== Segment start ==

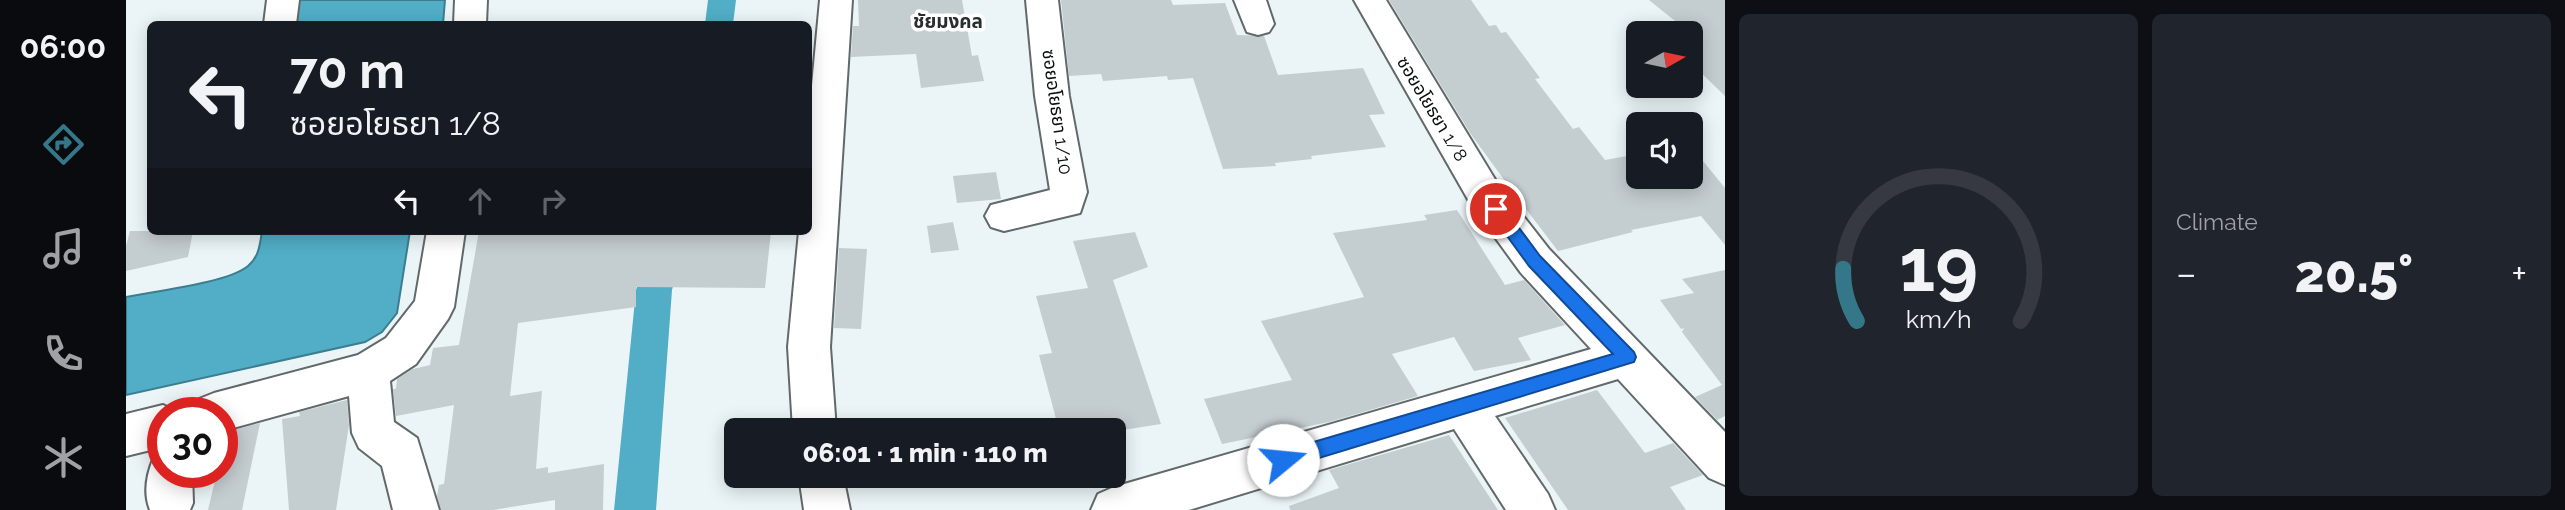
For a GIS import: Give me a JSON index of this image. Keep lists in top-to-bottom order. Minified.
{"streets":{"street":["ซอยอโยธยา 1/8","ซอยอโยธยา 1/10"]},"districts":["ชัยมงคล"],"north":"right","page":{"tabs":"06:00","tile":"Climate","turn":["70 m","ซอยอโยธยา 1/8"],"heat":["−","20.5°","+"],"limit":"30","trip":"06:01 · 1 min · 110 m","gauge":["19","km/h"]}}
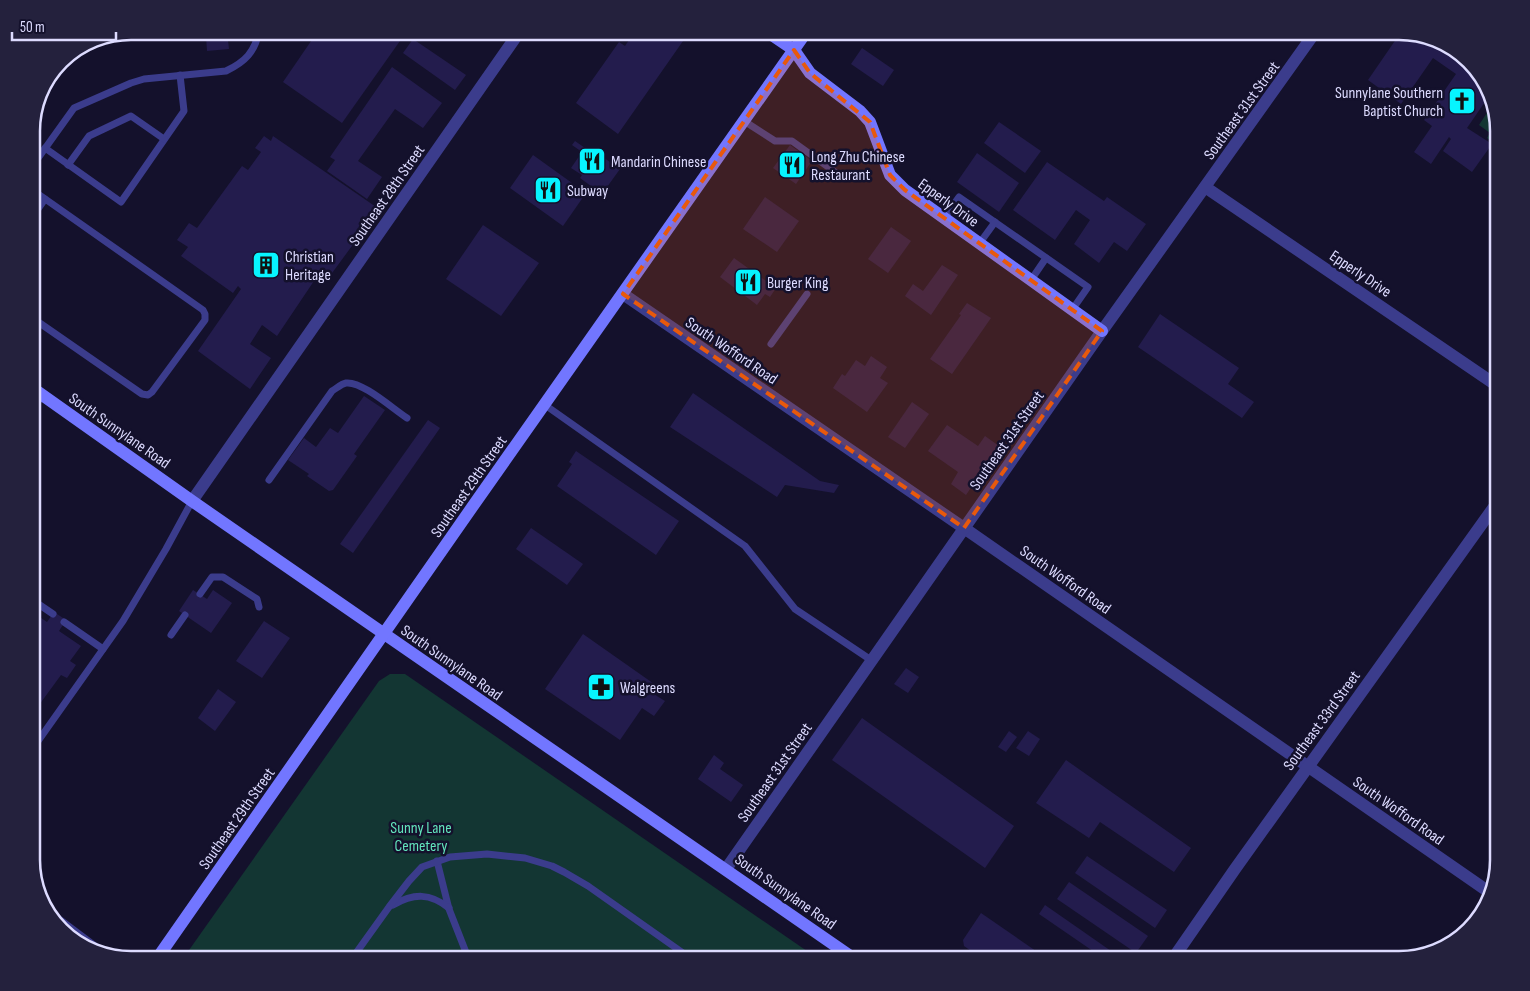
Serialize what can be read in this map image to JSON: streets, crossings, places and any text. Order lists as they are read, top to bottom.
{
  "streets": {
    "main road": ["Epperly Drive", "South Sunnylane Road", "Southeast 29th Street"],
    "street": [
      "Southeast 31st Street",
      "Southeast 28th Street",
      "South Wofford Road",
      "Southeast 33rd Street"
    ]
  },
  "crossings": [
    ["Southeast 31st Street", "Epperly Drive"],
    ["Southeast 31st Street", "South Wofford Road"],
    ["Southeast 31st Street", "South Sunnylane Road"],
    ["Southeast 28th Street", "South Sunnylane Road"],
    ["Epperly Drive", "Southeast 29th Street"],
    ["South Wofford Road", "Southeast 29th Street"],
    ["South Wofford Road", "Southeast 33rd Street"],
    ["South Sunnylane Road", "Southeast 29th Street"]
  ],
  "parks": ["Sunny Lane Cemetery"],
  "places": {
    "church": ["Sunnylane Southern Baptist Church"],
    "restaurant": [
      "Mandarin Chinese",
      "Long Zhu Chinese Restaurant",
      "Subway",
      "Burger King"
    ],
    "building": ["Christian Heritage"],
    "pharmacy": ["Walgreens"]
  },
  "scale_bar": "50 m"
}
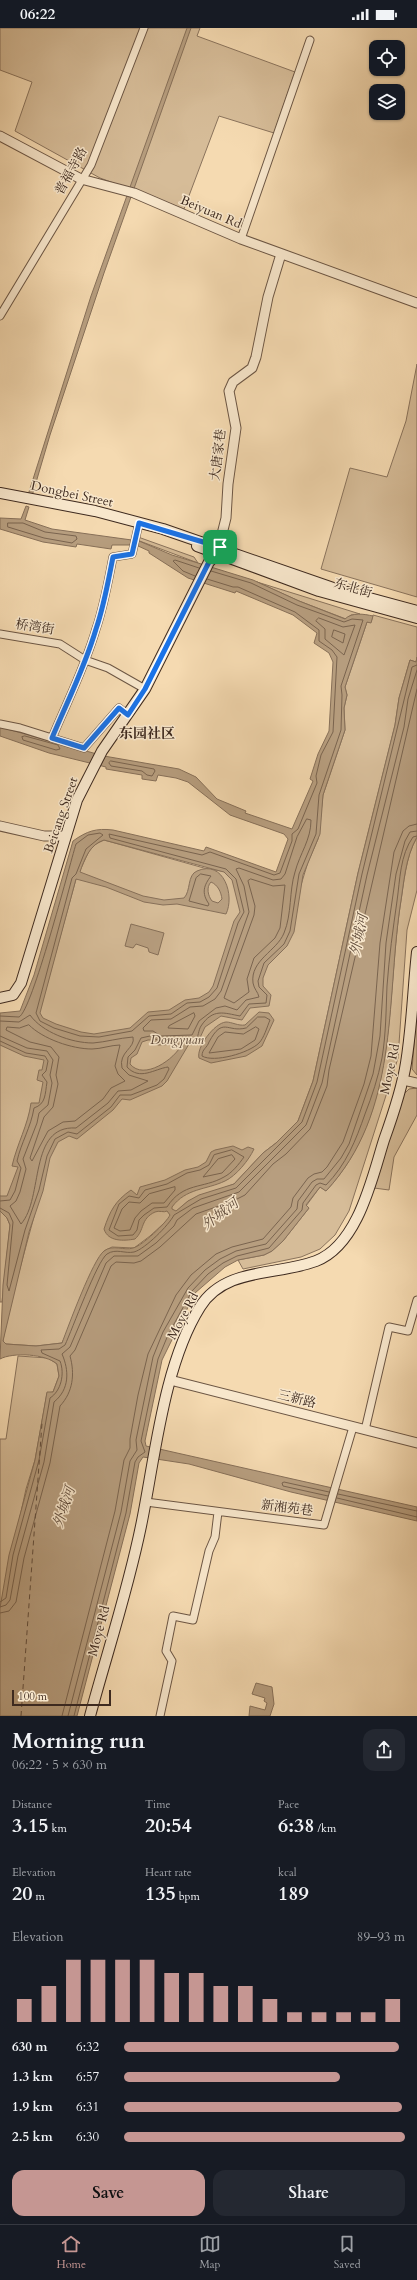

== Segment end ==

Exclude the pictures, then retype every record exactly.

For a GIS import: Give me a JSON index of this image. Keep lists in top-to-bottom order. Minified.
{"streets":{"street":["ซอยอโยธยา 1/8","ซอยอโยธยา 1/10"]},"districts":["ชัยมงคล"],"north":"right","page":{"tabs":"06:00","tile":"Climate","turn":["70 m","ซอยอโยธยา 1/8"],"heat":["−","20.5°","+"],"limit":"30","trip":"06:01 · 1 min · 110 m","gauge":["19","km/h"]}}
Serialize what can be read in this map image to JSON: streets, crossings, places and any text. Order lists as they are read, top to bottom.
{
  "streets": {
    "main road": ["Epperly Drive", "South Sunnylane Road", "Southeast 29th Street"],
    "street": [
      "Southeast 31st Street",
      "Southeast 28th Street",
      "South Wofford Road",
      "Southeast 33rd Street"
    ]
  },
  "crossings": [
    ["Southeast 31st Street", "Epperly Drive"],
    ["Southeast 31st Street", "South Wofford Road"],
    ["Southeast 31st Street", "South Sunnylane Road"],
    ["Southeast 28th Street", "South Sunnylane Road"],
    ["Epperly Drive", "Southeast 29th Street"],
    ["South Wofford Road", "Southeast 29th Street"],
    ["South Wofford Road", "Southeast 33rd Street"],
    ["South Sunnylane Road", "Southeast 29th Street"]
  ],
  "parks": ["Sunny Lane Cemetery"],
  "places": {
    "church": ["Sunnylane Southern Baptist Church"],
    "restaurant": [
      "Mandarin Chinese",
      "Long Zhu Chinese Restaurant",
      "Subway",
      "Burger King"
    ],
    "building": ["Christian Heritage"],
    "pharmacy": ["Walgreens"]
  },
  "scale_bar": "50 m"
}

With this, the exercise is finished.